### About this task
Your reply should be one number: how many lines of the material contain the word "JSON".

### Exercise material
******************************
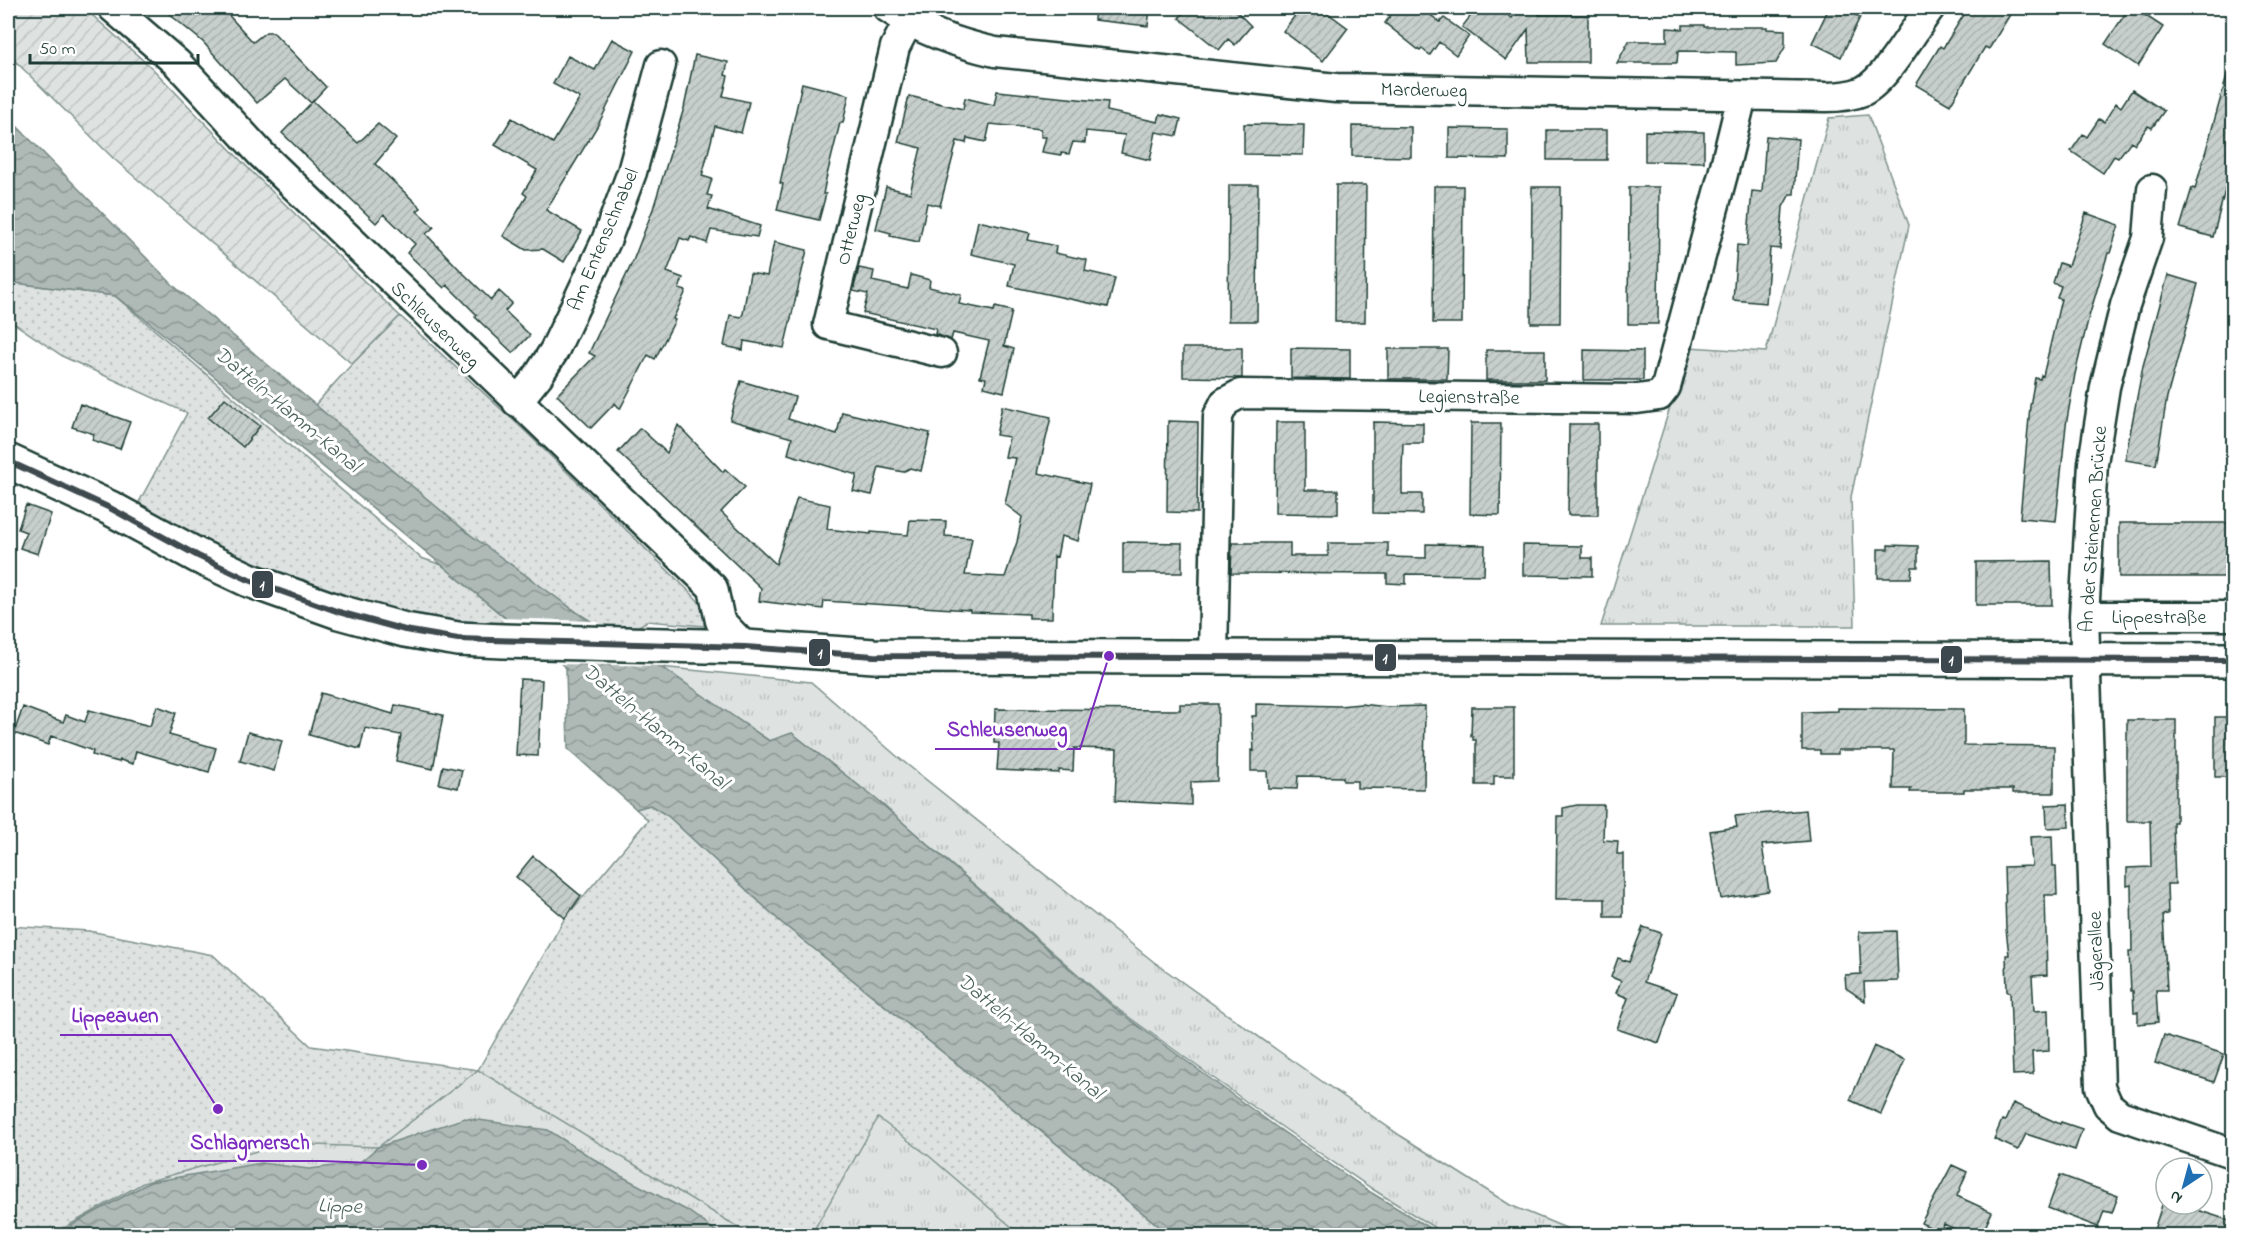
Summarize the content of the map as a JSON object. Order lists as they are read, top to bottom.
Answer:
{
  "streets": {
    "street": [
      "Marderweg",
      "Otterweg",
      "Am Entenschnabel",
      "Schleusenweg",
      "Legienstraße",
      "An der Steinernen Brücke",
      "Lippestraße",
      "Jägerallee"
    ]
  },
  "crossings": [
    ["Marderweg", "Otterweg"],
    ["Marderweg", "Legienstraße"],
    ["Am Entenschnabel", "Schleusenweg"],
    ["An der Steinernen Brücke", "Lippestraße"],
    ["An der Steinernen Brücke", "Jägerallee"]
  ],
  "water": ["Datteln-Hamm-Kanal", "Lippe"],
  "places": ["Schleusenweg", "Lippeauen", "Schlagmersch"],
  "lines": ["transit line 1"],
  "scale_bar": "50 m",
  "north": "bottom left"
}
******************************
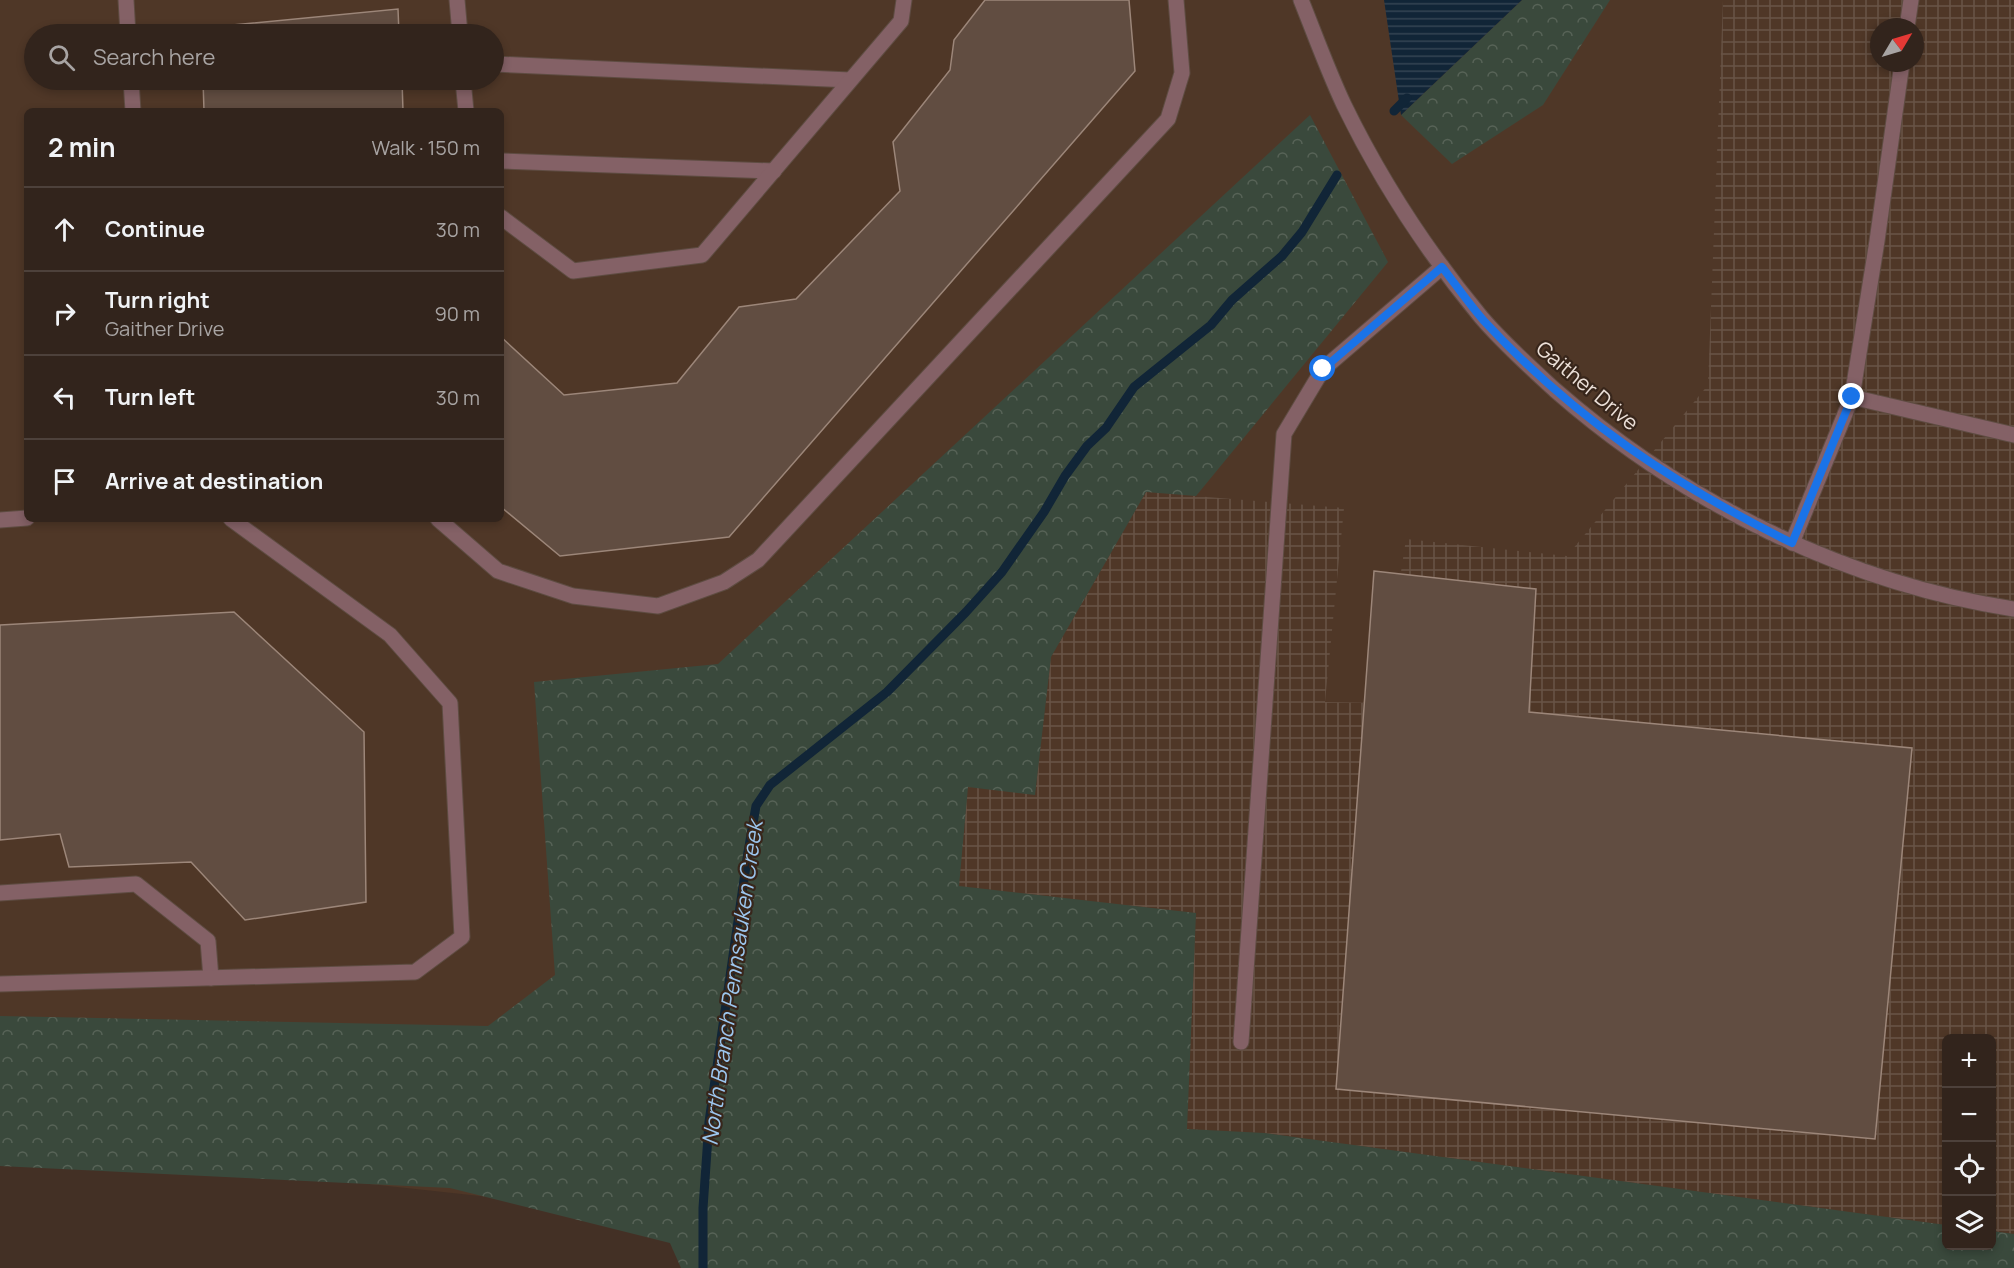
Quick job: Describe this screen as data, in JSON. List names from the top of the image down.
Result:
******************************
### Solution to the exercise
2